» **Records supplied**
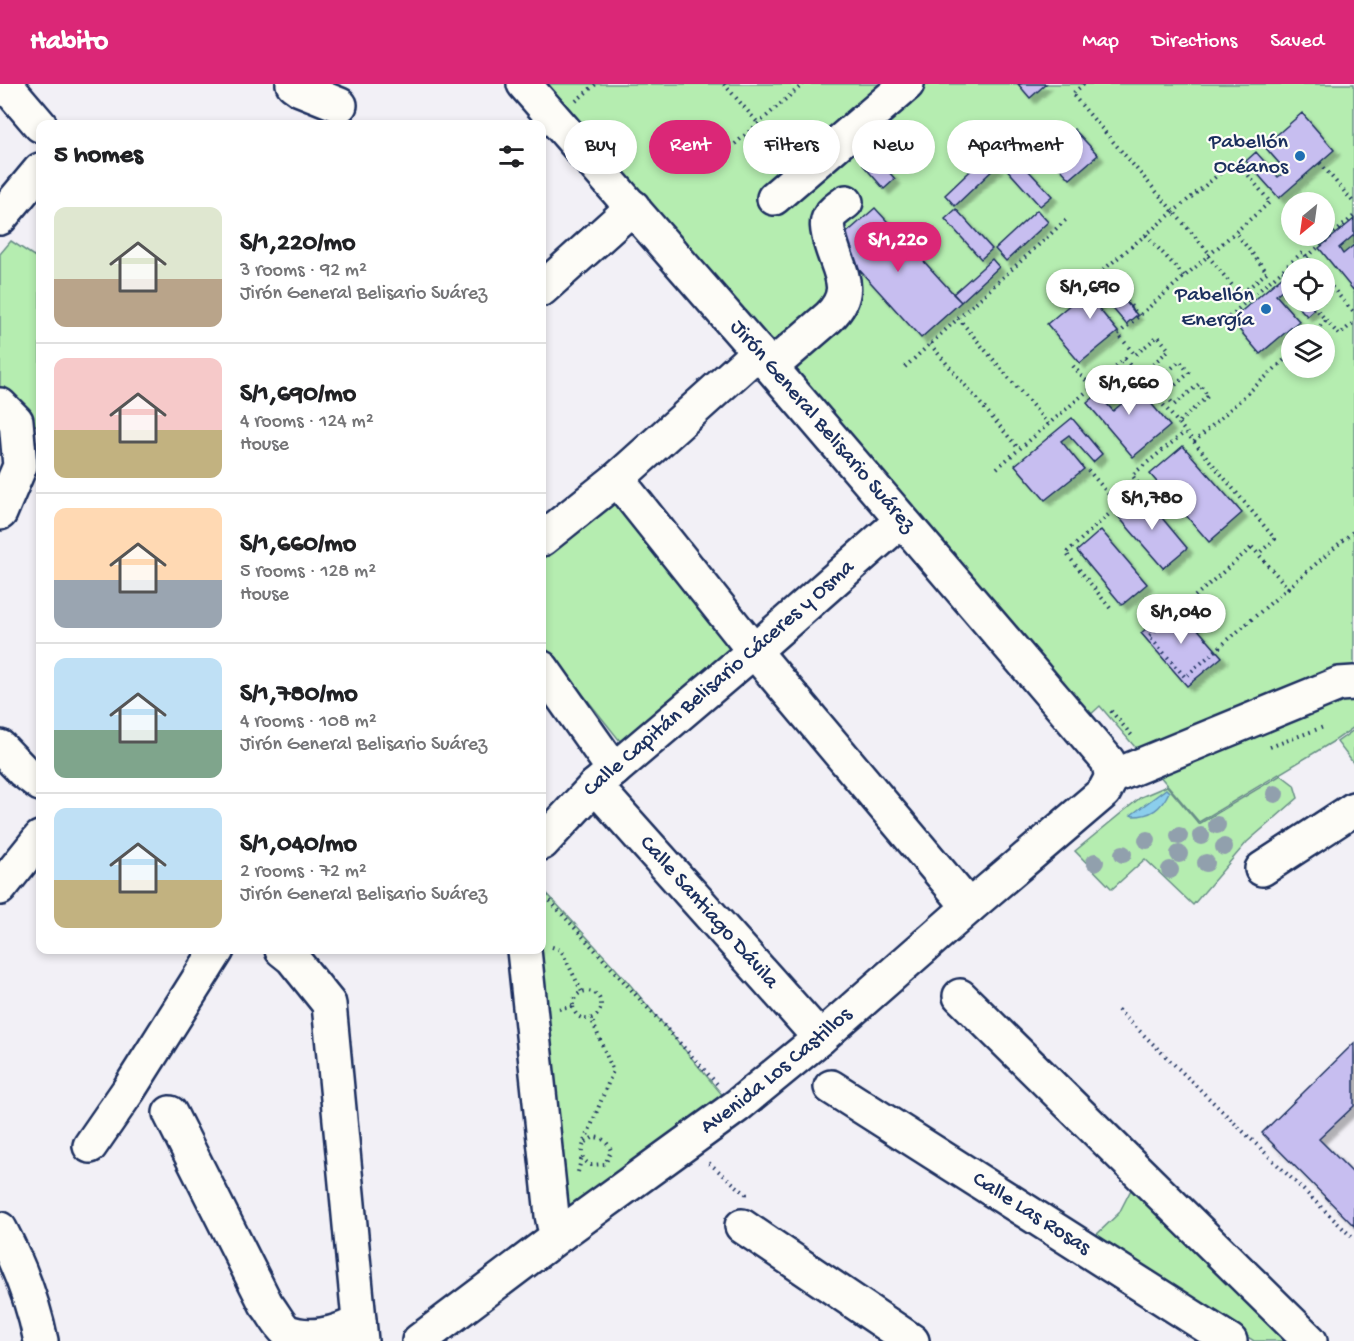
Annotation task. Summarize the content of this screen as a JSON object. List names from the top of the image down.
...
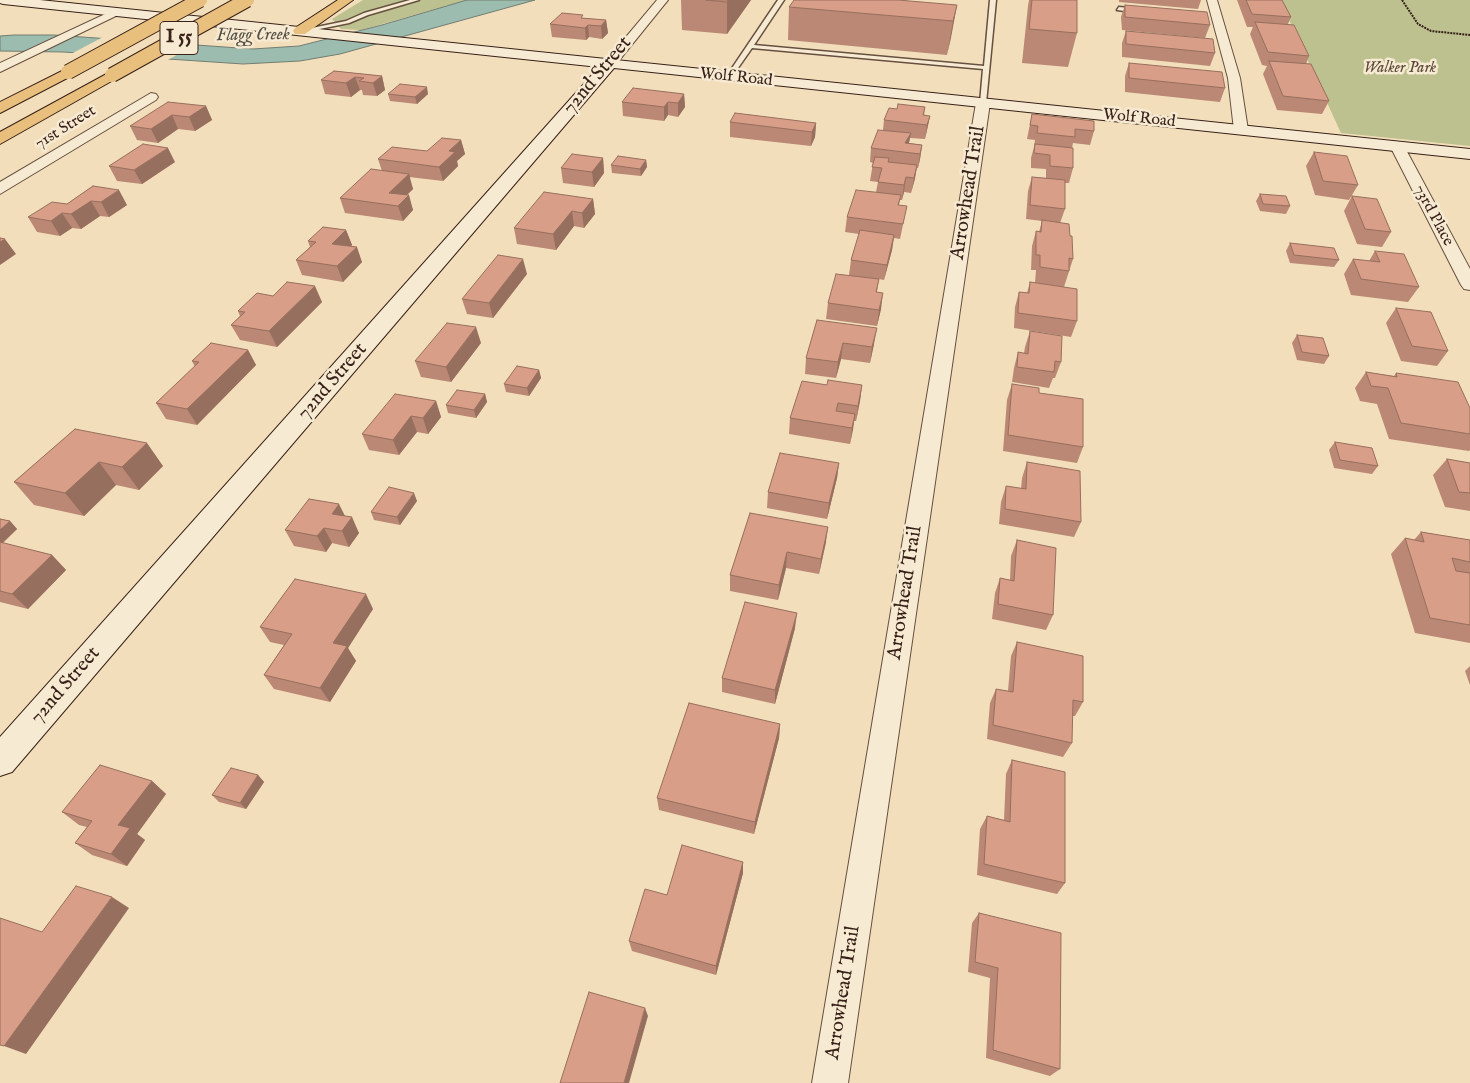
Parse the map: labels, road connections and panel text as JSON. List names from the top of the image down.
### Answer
==
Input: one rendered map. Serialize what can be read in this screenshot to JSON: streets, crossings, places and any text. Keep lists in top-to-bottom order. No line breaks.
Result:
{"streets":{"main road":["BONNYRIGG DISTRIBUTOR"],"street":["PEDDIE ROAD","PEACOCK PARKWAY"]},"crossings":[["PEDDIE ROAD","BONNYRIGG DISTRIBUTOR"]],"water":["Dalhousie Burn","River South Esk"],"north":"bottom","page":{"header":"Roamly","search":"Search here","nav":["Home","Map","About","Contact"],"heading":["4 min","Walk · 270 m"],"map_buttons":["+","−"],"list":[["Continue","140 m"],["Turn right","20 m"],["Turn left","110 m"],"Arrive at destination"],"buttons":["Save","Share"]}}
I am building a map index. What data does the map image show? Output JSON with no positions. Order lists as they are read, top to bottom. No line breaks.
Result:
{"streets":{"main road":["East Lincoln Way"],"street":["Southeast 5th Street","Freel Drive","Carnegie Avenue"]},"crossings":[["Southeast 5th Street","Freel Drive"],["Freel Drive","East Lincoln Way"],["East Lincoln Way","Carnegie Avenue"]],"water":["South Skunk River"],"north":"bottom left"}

» **Problem statement**
Show the lines of the material that contain the word "this".

» **Task response**
Annotation task. Summarize the content of this screen as a JSON object. List names from the top of the image down.
Input: one rendered map. Serialize what can be read in this screenshot to JSON: streets, crossings, places and any text. Keep lists in top-to-bottom order. No line breaks.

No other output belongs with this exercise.